7. The robot motion control method according to claim 6, characterized in that, Also includes: If the robot boards the target mobile chassis, the support structure of the adjusted chassis is obtained, and the connection operation between the robot and the adjusted chassis is completed based on the support structure and the target posture of the robot; the target posture is any one of squatting, sitting, or standing.

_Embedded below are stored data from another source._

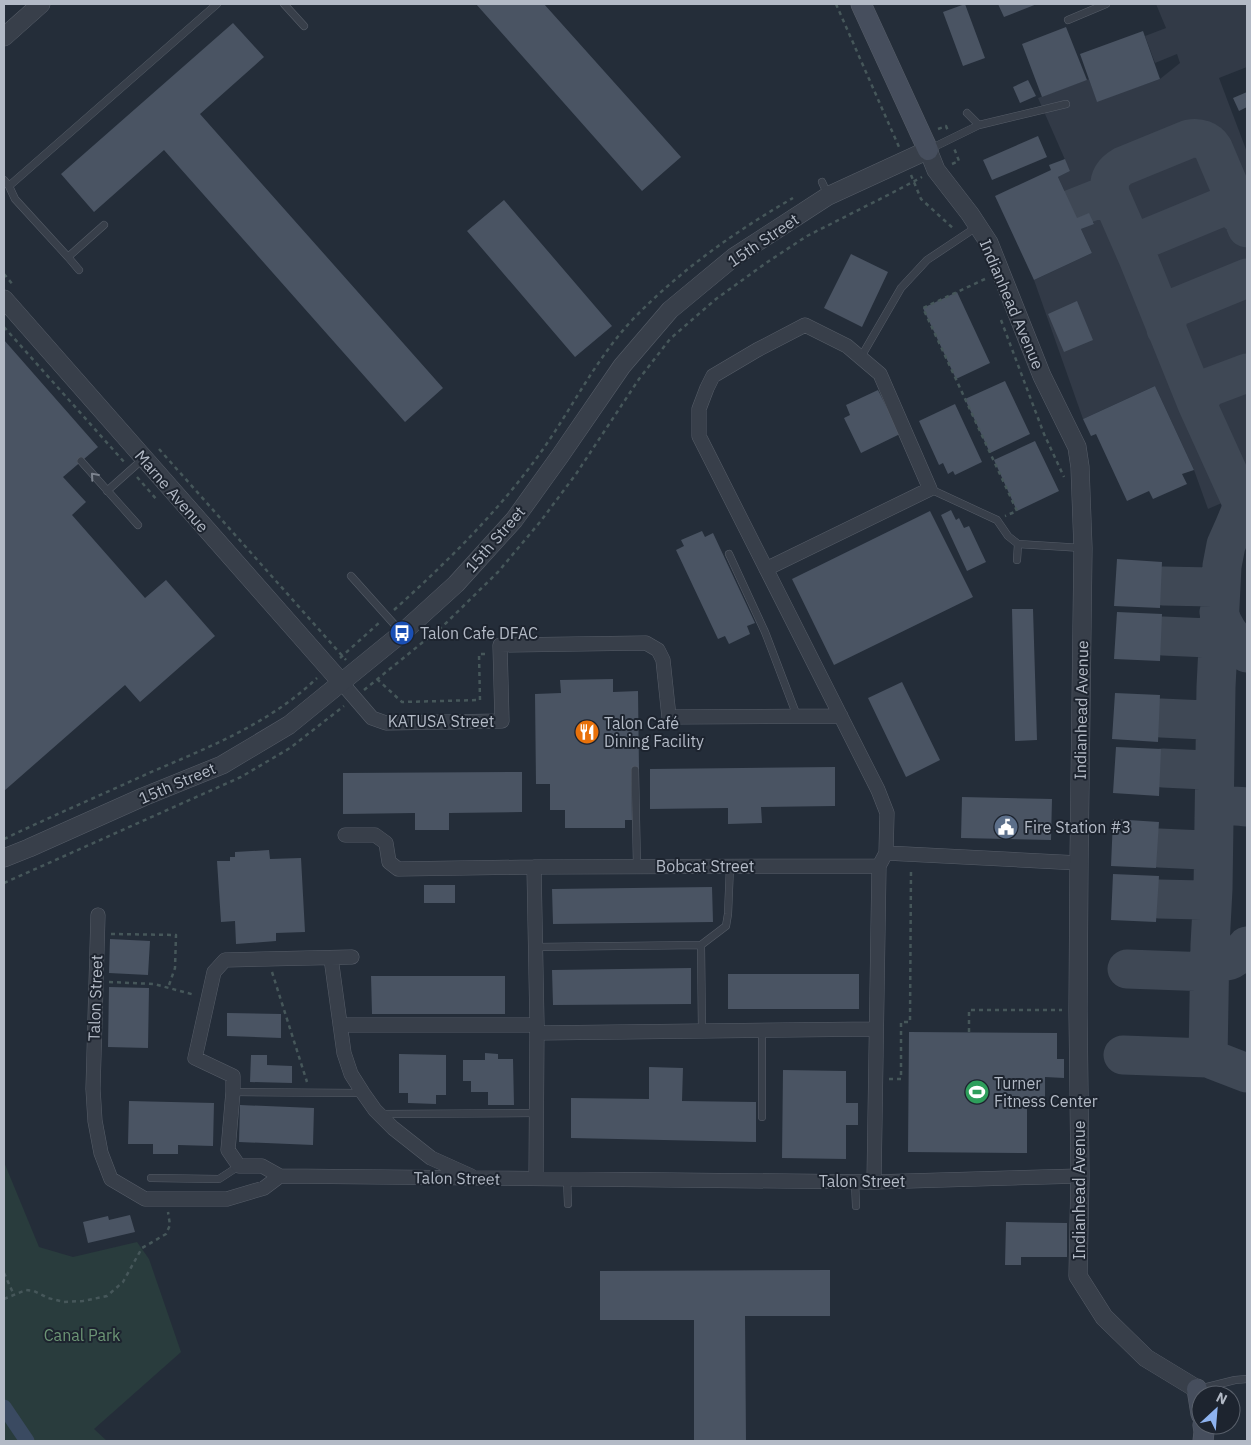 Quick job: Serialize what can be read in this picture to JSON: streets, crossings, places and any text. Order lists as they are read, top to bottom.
{
  "streets": {
    "main road": ["Indianhead Avenue"],
    "street": [
      "15th Street",
      "Marne Avenue",
      "KATUSA Street",
      "Bobcat Street",
      "Talon Street"
    ]
  },
  "crossings": [
    ["15th Street", "Indianhead Avenue"],
    ["15th Street", "Marne Avenue"],
    ["15th Street", "KATUSA Street"],
    ["Indianhead Avenue", "Talon Street"],
    ["Marne Avenue", "KATUSA Street"]
  ],
  "parks": ["Canal Park"],
  "places": {
    "bus stop": ["Talon Cafe DFAC"],
    "restaurant": ["Talon Café Dining Facility"],
    "public building": ["Fire Station #3"],
    "sports": ["Turner Fitness Center"]
  },
  "north": "top right"
} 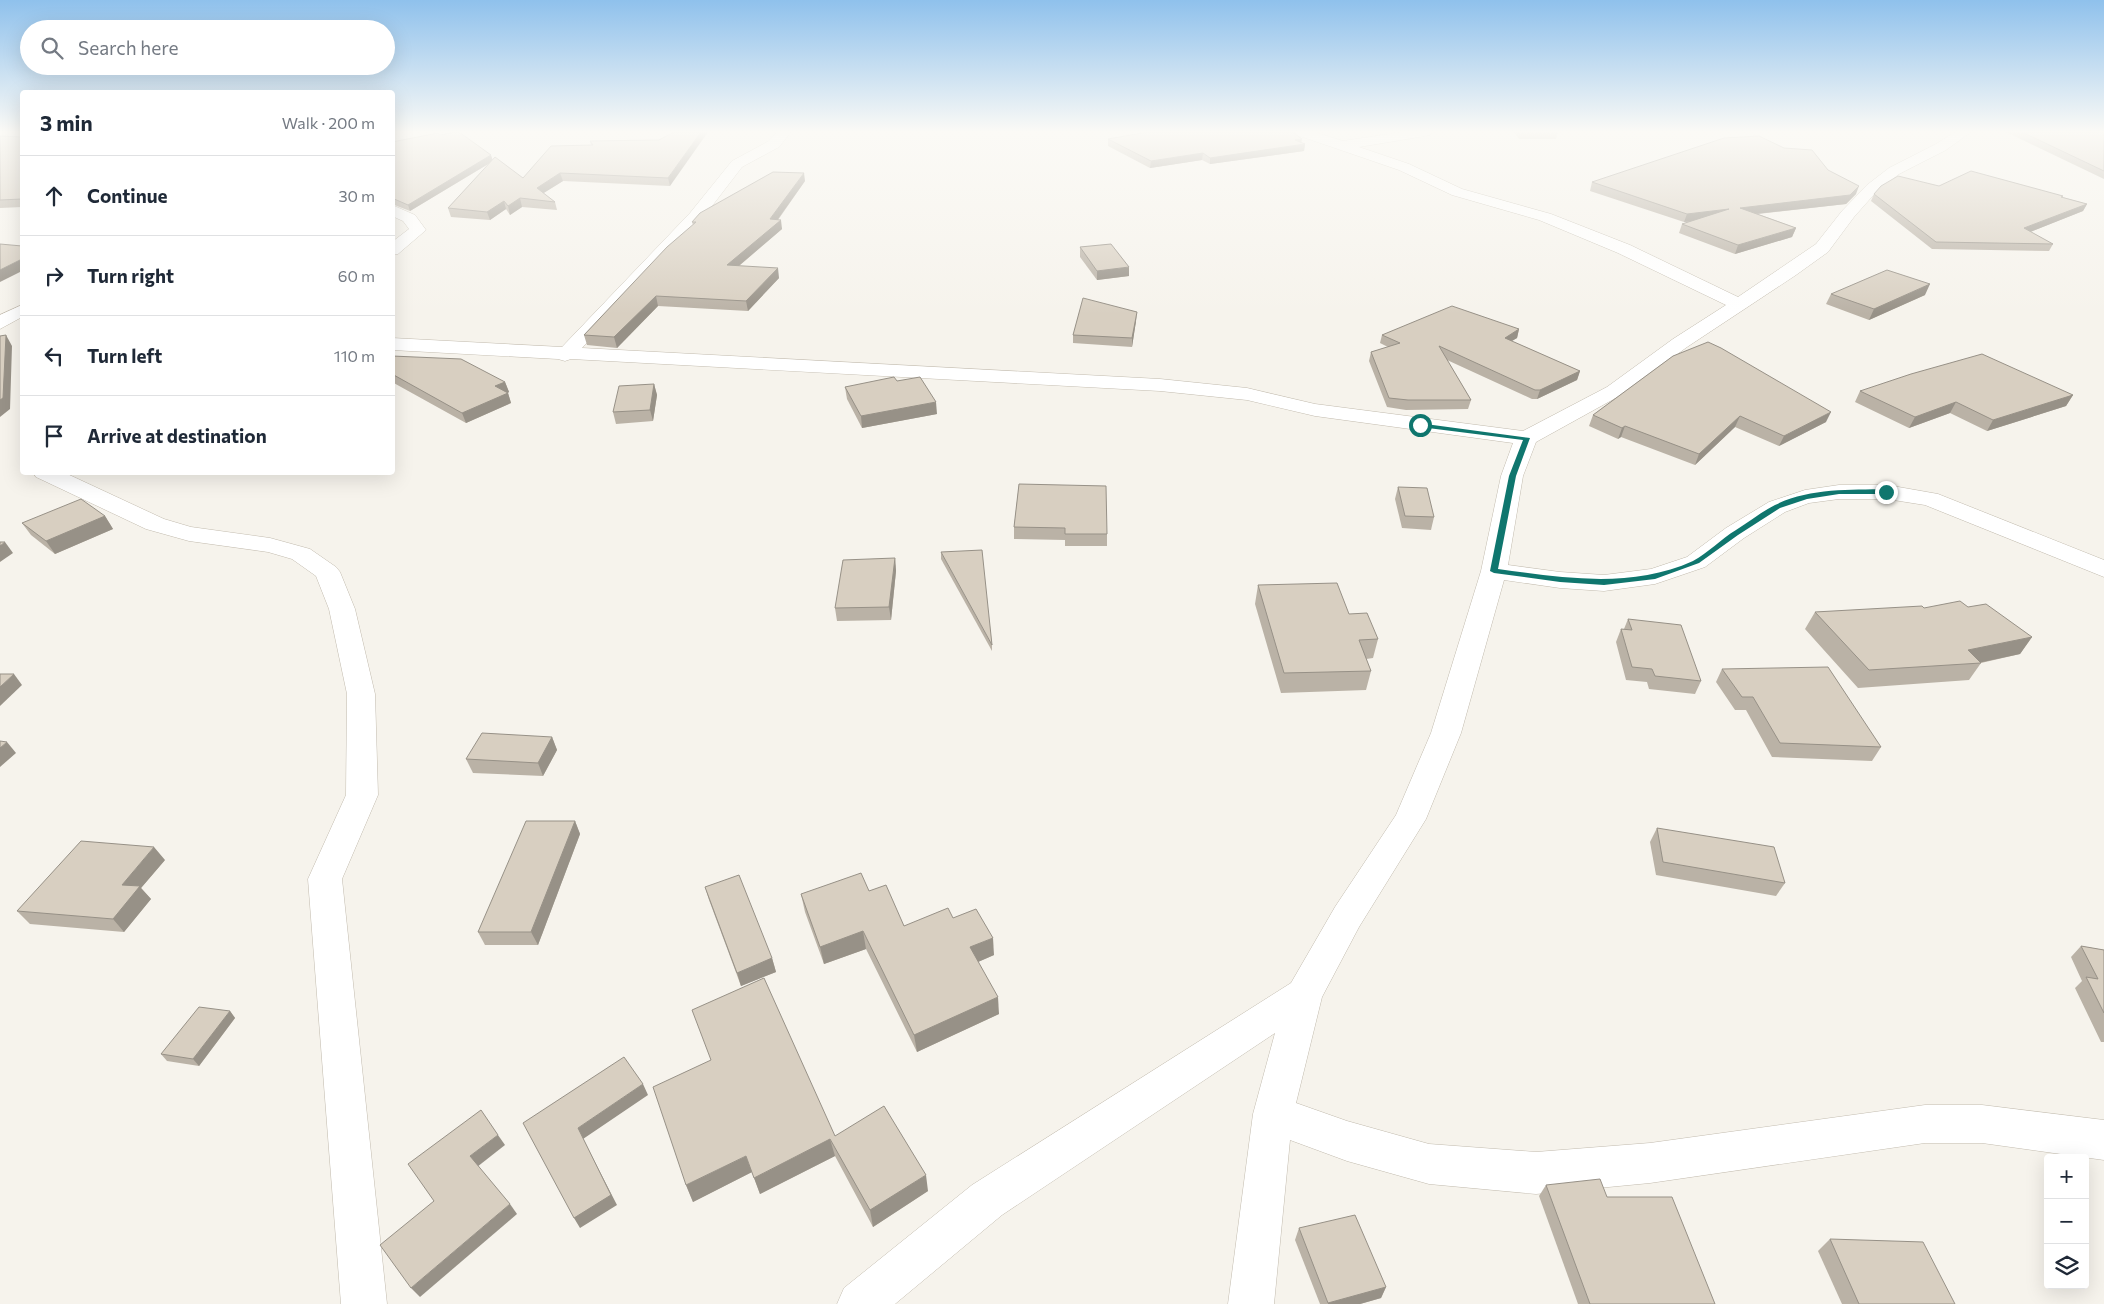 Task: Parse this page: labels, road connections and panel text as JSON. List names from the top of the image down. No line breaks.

8. A robot motion control device, characterized in that, include: The status information acquisition module is used to acquire the relative status information between the robot and the target mobile chassis; the relative status information includes the distance, relative angle, and height difference between the robot and the target mobile chassis; A motion mode determination module is used to determine the target motion mode of the robot when it is on the upper and lower chassis based on the current environment and the relative state information of the robot; the target motion mode includes an assisted motion mode and an autonomous motion mode. The motion strategy generation module is used to generate a target motion strategy for the robot relative to the target mobile chassis based on relative state information and a compliant control method if the target motion mode is an auxiliary motion mode. The action strategy optimization module is used to collect demonstration action data of humans going up and down stairs or up and down a chassis if the target movement mode is an autonomous movement mode, determine an initial action strategy based on the demonstration action data and using an imitation learning algorithm, and optimize the initial action strategy by reinforcement learning based on a preset reward function to obtain a target action strategy. The control parameter adjustment module is used to monitor the execution process of the target action strategy, determine the state changes of the robot and the target mobile chassis based on the monitoring results, and adjust the target control parameters using the state changes until the robot completes the corresponding chassis loading and unloading operations.
9. An electronic device, characterized in that, include: Memory, used to store computer programs; A processor for executing the computer program to implement the robot motion control method as described in any one of claims 1 to 7.
10. A computer-readable storage medium, characterized in that, Used to store a computer program, wherein the computer program, when executed by a processor, implements the robot motion control method as described in any one of claims 1 to 7.